(THE DATA begins)

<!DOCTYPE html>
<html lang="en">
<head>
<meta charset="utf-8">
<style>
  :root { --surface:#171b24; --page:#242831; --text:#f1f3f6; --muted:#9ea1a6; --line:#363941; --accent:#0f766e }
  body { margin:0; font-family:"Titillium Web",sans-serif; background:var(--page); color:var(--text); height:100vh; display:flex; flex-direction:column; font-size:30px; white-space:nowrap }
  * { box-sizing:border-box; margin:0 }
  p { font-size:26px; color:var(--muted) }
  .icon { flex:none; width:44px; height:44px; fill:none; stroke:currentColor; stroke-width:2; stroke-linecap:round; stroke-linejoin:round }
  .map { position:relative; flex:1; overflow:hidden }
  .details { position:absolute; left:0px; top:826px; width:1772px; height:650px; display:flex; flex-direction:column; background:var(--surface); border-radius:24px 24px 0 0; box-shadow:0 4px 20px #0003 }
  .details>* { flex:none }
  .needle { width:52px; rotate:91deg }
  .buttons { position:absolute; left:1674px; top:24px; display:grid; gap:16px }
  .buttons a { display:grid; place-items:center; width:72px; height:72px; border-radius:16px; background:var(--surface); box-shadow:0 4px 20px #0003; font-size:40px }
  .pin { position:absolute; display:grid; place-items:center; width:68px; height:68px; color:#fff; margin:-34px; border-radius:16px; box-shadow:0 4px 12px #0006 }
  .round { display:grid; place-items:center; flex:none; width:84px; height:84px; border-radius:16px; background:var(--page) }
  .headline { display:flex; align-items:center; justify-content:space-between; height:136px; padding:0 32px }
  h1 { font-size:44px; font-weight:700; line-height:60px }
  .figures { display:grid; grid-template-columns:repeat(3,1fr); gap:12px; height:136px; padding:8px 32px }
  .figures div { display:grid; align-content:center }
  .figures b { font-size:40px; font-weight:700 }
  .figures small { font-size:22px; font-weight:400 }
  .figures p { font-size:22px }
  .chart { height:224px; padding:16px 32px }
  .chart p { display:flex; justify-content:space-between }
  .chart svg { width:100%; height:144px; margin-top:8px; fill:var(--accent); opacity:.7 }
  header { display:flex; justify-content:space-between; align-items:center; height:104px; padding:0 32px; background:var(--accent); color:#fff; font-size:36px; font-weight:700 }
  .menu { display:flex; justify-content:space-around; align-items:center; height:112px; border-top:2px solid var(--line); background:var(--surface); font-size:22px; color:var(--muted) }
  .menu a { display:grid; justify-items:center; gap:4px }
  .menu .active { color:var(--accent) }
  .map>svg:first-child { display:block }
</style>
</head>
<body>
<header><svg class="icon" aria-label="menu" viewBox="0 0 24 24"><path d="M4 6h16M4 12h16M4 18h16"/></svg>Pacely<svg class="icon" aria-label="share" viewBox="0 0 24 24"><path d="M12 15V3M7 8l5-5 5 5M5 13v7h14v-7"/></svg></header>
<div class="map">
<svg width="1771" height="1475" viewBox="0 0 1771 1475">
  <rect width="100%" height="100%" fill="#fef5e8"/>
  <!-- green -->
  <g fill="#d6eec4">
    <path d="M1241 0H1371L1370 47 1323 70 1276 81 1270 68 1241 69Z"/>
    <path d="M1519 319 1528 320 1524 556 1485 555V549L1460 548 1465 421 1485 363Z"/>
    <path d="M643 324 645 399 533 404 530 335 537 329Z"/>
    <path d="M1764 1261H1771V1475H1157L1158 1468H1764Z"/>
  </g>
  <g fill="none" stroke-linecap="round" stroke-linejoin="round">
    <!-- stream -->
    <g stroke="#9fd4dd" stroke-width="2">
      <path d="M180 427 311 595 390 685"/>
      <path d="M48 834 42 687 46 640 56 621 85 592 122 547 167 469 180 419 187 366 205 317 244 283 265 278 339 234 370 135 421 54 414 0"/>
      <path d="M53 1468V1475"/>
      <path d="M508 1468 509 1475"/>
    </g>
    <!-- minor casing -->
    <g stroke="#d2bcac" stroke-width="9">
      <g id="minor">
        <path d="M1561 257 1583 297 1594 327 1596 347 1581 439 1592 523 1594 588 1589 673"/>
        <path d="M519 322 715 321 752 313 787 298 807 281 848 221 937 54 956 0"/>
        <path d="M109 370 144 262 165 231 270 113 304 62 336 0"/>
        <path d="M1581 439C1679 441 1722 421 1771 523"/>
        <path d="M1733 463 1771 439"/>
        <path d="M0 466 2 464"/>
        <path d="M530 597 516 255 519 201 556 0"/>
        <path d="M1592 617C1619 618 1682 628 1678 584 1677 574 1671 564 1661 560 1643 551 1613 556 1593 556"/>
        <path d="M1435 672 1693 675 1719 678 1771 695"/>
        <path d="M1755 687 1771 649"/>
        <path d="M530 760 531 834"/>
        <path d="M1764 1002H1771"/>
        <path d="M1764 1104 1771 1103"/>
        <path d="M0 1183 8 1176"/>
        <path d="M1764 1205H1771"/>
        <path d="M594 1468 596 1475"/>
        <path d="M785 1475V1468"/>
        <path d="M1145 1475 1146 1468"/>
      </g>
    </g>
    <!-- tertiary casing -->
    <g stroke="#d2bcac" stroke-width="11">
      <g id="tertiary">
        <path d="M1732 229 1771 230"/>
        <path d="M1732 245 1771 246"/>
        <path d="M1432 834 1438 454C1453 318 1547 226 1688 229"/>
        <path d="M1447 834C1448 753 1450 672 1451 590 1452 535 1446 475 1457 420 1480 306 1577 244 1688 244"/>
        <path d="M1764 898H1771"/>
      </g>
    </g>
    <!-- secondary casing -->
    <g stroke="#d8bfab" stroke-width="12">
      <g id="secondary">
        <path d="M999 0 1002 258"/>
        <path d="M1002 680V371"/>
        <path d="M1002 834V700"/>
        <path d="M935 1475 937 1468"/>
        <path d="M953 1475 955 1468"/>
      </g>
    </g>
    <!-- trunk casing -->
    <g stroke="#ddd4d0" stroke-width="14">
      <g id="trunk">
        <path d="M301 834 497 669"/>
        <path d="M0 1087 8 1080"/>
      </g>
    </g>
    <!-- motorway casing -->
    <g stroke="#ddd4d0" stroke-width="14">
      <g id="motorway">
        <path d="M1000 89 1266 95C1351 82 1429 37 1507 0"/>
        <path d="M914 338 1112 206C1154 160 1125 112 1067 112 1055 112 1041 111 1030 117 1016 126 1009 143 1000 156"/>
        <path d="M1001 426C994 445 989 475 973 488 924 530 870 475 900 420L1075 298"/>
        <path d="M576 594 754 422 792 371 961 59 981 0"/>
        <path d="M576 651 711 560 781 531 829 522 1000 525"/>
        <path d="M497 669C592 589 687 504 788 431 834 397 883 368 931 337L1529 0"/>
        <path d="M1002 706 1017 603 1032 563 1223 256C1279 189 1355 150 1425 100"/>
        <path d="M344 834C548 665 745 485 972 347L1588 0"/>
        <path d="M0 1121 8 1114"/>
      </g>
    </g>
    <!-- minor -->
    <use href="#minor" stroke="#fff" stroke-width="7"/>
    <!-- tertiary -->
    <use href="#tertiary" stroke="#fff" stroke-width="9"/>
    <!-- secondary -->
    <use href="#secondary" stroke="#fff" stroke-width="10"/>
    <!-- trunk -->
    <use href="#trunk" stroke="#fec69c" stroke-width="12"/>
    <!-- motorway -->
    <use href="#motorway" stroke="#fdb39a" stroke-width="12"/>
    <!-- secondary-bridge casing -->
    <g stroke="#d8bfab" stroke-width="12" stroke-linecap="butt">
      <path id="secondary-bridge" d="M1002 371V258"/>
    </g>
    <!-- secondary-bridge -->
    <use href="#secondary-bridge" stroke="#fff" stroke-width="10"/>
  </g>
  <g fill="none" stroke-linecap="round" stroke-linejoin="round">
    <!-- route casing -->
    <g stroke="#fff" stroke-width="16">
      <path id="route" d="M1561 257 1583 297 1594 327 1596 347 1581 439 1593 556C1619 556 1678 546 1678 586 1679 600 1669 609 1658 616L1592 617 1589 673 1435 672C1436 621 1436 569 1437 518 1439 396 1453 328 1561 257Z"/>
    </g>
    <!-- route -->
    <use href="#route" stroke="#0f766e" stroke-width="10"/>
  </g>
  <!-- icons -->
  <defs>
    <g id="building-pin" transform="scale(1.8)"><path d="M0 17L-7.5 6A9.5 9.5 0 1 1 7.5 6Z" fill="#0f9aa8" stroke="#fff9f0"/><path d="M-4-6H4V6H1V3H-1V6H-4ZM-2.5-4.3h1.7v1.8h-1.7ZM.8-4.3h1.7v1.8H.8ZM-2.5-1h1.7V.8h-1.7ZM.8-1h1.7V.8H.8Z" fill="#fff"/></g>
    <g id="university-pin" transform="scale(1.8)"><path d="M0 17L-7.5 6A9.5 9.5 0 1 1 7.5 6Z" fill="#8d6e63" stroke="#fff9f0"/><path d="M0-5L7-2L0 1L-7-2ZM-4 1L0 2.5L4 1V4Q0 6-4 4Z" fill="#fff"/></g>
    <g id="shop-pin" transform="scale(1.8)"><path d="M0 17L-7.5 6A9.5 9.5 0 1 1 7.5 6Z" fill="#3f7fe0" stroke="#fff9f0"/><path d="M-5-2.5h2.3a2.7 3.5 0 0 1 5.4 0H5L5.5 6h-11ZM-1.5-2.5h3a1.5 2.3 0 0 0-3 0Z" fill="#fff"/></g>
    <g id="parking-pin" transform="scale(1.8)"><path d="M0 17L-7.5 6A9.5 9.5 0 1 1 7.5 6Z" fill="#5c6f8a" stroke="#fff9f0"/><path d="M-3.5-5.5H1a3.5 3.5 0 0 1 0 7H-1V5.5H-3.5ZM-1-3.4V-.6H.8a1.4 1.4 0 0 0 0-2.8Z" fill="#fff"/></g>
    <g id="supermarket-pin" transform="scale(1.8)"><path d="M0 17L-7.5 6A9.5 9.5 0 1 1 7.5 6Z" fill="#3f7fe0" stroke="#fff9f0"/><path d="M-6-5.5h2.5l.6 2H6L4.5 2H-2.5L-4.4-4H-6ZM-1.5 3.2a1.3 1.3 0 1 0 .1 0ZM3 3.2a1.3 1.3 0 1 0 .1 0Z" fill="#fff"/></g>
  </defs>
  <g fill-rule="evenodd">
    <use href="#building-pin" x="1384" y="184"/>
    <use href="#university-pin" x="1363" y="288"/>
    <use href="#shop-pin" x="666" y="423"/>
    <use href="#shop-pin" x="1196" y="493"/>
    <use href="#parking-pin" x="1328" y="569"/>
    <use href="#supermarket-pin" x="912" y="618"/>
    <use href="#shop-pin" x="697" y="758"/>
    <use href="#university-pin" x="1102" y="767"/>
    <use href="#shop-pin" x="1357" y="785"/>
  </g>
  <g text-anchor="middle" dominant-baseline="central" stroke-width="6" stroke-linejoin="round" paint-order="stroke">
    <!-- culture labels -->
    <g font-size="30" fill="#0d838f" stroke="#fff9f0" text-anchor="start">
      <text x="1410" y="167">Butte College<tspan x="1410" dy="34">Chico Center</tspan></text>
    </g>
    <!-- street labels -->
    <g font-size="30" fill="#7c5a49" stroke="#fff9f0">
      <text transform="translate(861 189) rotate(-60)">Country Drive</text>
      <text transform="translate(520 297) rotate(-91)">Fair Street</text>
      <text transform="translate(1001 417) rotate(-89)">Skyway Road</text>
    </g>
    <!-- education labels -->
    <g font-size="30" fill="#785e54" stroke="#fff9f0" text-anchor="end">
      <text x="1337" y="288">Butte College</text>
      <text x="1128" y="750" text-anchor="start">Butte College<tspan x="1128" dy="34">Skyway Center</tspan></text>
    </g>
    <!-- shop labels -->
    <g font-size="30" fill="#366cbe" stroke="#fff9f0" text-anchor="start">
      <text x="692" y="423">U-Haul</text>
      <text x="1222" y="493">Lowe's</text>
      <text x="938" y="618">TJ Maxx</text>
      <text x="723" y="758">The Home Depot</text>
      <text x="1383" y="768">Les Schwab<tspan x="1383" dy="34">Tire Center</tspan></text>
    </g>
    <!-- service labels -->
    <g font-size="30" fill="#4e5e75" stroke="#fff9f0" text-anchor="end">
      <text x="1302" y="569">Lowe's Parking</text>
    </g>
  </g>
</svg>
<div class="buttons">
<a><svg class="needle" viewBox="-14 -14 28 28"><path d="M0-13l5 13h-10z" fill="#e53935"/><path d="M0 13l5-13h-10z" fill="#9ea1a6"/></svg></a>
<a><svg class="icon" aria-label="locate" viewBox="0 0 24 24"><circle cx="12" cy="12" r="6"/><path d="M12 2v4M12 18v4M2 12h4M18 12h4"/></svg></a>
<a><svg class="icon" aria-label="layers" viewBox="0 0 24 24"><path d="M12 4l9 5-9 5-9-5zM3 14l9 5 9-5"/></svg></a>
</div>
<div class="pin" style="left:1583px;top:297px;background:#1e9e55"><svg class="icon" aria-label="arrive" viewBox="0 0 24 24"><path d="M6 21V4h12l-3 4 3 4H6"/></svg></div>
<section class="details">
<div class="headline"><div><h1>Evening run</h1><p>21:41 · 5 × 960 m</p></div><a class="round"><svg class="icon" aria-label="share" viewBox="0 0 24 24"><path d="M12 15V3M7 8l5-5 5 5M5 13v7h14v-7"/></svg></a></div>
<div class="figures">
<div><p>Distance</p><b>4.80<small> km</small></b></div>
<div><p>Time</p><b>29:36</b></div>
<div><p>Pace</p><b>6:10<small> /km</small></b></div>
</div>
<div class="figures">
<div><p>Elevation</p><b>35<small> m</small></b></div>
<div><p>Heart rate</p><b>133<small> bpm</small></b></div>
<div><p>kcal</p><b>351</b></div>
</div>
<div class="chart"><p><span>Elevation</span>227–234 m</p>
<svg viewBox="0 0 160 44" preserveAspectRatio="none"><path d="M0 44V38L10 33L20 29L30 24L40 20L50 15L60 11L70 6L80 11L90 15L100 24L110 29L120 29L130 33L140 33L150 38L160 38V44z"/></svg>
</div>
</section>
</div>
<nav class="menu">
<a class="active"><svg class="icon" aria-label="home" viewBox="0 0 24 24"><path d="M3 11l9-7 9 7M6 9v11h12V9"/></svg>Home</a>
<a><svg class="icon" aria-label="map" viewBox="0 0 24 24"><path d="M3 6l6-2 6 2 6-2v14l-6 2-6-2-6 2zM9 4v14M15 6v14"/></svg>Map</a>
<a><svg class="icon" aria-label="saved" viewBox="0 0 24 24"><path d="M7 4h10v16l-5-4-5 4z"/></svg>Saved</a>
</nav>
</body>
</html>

(THE DATA ends)

• **WORK ITEM**
Go line by line through the data above and count those holding "direction"; report the number alone.

• **OUTPUT BELOW**
2